_TASK PROMPT_
Pull out every line in the data that has the string "const" in it.

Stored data
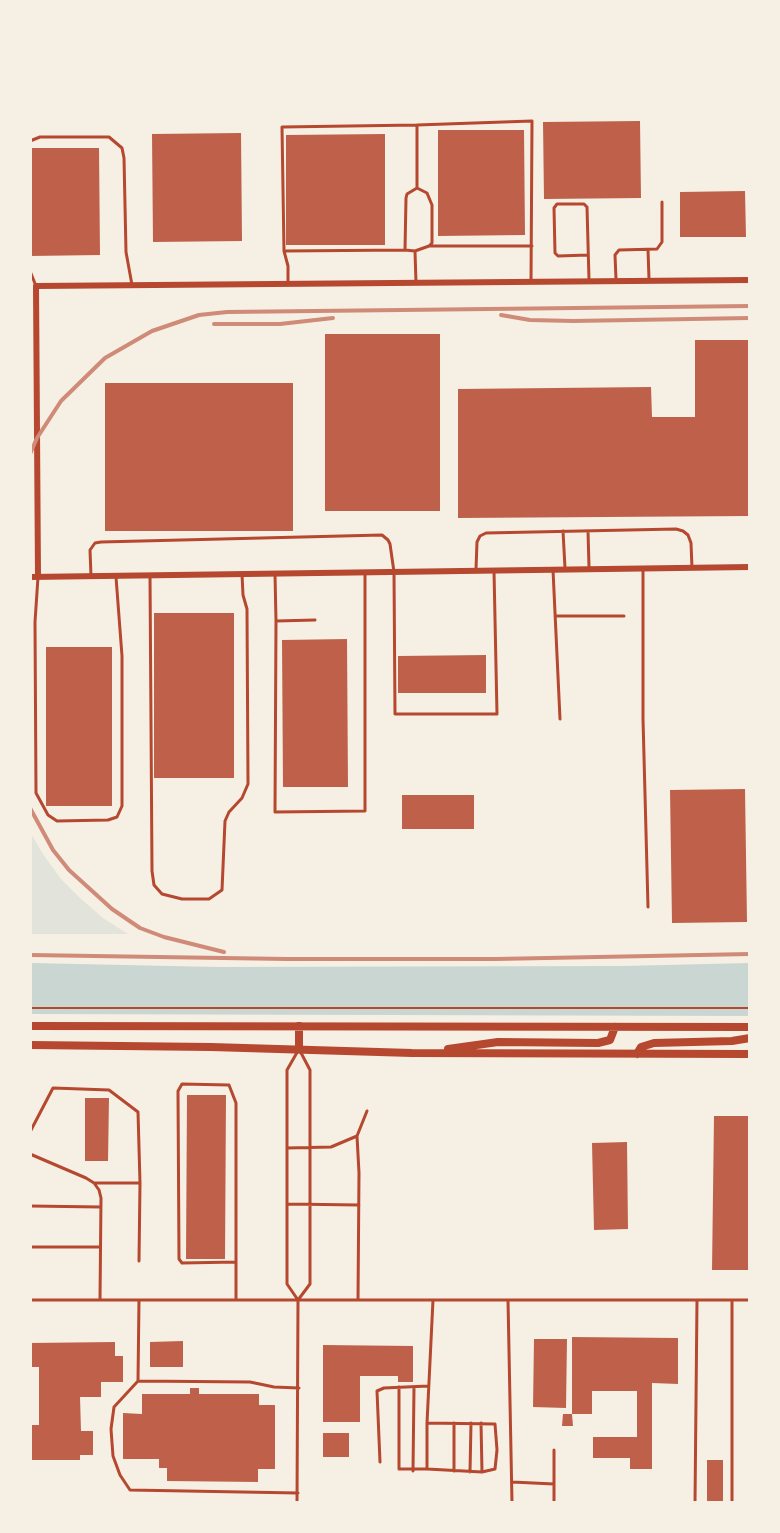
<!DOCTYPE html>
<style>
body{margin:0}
#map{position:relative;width:780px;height:1533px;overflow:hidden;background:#f6efe4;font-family:"Libre Baskerville",serif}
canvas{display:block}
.frame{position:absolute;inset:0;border:32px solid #f6efe4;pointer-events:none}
</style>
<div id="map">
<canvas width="780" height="1533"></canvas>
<div class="frame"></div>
</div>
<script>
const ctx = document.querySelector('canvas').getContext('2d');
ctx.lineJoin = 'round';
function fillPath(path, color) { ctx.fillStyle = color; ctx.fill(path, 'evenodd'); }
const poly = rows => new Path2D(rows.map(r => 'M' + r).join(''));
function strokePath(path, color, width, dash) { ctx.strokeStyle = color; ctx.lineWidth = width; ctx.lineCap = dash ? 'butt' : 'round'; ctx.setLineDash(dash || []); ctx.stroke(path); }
fillPath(poly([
 [30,832,43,854,61,879,80,898,103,918,128,934,30,934]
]), '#e2e4dc');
fillPath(poly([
 [30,963,218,967,622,966,750,963,750,1016,30,1014]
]), '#c9d6d2');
fillPath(poly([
 [640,121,641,198,544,199,543,122],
 [438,130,524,130,525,235,438,236],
 [241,133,242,241,153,242,152,134],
 [385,134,385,245,286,245,286,135],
 [30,148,99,148,100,255,30,256],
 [745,191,746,237,680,237,680,192],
 [325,334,440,334,440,511,325,511],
 [695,340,750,340,750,516,458,518,458,389,651,387,652,417,695,417],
 [105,383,293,383,293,531,105,531],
 [154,613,234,613,234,778,154,778],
 [347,639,348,787,283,787,282,640],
 [46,647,112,647,112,806,46,806],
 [486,655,486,693,398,693,398,656],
 [745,789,747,922,672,923,670,790],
 [402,795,474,795,474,829,402,829],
 [187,1095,226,1095,225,1259,186,1259],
 [85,1098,109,1098,108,1161,85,1161],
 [714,1116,750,1116,750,1270,712,1270],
 [627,1142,628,1229,594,1230,592,1143],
 [572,1337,678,1338,678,1384,652,1383,652,1469,630,1469,630,1458,593,1458,593,1437,637,1437,637,1391,592,1391,592,1414,572,1414,573,1426,562,1426,563,1414,572,1414],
 [534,1339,567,1339,566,1408,533,1407],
 [183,1341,183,1367,150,1367,150,1342],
 [115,1342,115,1356,123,1356,123,1382,101,1382,101,1397,80,1397,81,1431,93,1431,93,1455,80,1455,80,1460,30,1460,30,1425,39,1425,39,1367,30,1367,30,1343],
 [323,1345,413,1346,413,1382,398,1382,398,1376,360,1376,360,1422,323,1422],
 [190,1388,199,1388,199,1394,259,1394,259,1405,275,1405,275,1469,258,1469,258,1482,167,1481,167,1468,159,1468,159,1459,123,1459,123,1413,142,1414,142,1394,190,1394],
 [323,1433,349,1433,349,1457,323,1457],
 [707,1460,723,1460,723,1503,707,1503]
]), '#bf614a');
strokePath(poly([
 [30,1008,750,1008]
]), '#b5482f', 2);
strokePath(poly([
 [30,141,40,137,109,137,122,148,124,158,126,252,132,285],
 [417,188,417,125,532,121,531,282],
 [429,246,432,243,432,205,427,193,417,188,407,194,406,198,405,250,415,251,429,246,532,246],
 [648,250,649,279],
 [284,251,405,250],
 [415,251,416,283],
 [588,255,558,256,555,253,554,208,557,204,584,204,587,207,589,280],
 [30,271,36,286],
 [616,279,615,255,619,250,657,249,662,242,662,202],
 [288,284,288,266,284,251,282,127,417,125],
 [563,531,565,568],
 [588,531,589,567],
 [476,569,477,542,480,536,486,533,676,529,683,531,688,535,691,543,692,568],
 [643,569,643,719,648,907],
 [553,570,560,719],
 [275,574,276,621,315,620],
 [150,575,152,871,154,885,162,894,182,899,209,899,222,890,225,821,229,812,242,798,248,784,247,609,243,595,242,574],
 [91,576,90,550,95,543,101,542,382,535,388,540,390,544,394,572,395,714,497,714,494,571],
 [38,577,35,622,36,793,48,815,57,821,108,820,117,817,122,806,122,656,116,577],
 [555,616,624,616],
 [276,621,275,812,365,811,365,572],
 [299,1049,310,1070,310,1284,298,1300,287,1284,287,1070,299,1049],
 [30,1132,53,1088,109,1090,138,1112,140,1183],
 [287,1148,331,1147,357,1136],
 [30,1154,86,1178,94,1183,99,1190,101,1198,100,1300],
 [94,1183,140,1183,139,1261],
 [287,1204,359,1205],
 [30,1206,101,1207],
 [30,1247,100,1247],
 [30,1300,750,1300],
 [139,1300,138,1381,250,1382,274,1387,299,1388],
 [236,1300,236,1103,229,1085,182,1084,178,1091,179,1259,182,1263,236,1262],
 [358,1300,359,1173,357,1136,367,1111],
 [508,1300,512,1503],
 [732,1300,732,1503],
 [138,1381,114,1407,111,1429,113,1456,120,1475,130,1490,298,1493],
 [399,1387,399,1469,427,1469],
 [427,1423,495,1424,497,1450,495,1469,482,1472,427,1469,427,1423,433,1300],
 [454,1423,454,1471],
 [481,1423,482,1472],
 [554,1450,554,1503],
 [380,1462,377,1391,384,1388,428,1386],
 [413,1471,414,1387],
 [470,1472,471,1423],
 [512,1482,554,1484],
 [297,1503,298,1300],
 [695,1503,697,1300]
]), '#b5482f', 3);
strokePath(poly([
 [30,577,750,567],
 [38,577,36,286,750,280]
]), '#b5482f', 6);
strokePath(poly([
 [30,1026,750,1027],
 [30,1045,211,1047,412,1053,750,1054],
 [299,1049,299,1026],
 [448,1049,498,1042,598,1043,610,1040,615,1027],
 [637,1054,641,1047,654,1043,732,1041,750,1038]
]), '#b5482f', 8);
strokePath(poly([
 [501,315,530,320,573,321,750,318],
 [214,324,280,324,333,318],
 [30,454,37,438,61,401,105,358,152,331,199,315,227,312,750,306],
 [30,808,53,850,69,870,112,909,140,928,164,937,224,952],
 [30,955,287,959,496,959,750,954]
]), '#cf8b77', 4);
</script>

_SOLVED PROBLEM_
const ctx = document.querySelector('canvas').getContext('2d');
const poly = rows => new Path2D(rows.map(r => 'M' + r).join(''));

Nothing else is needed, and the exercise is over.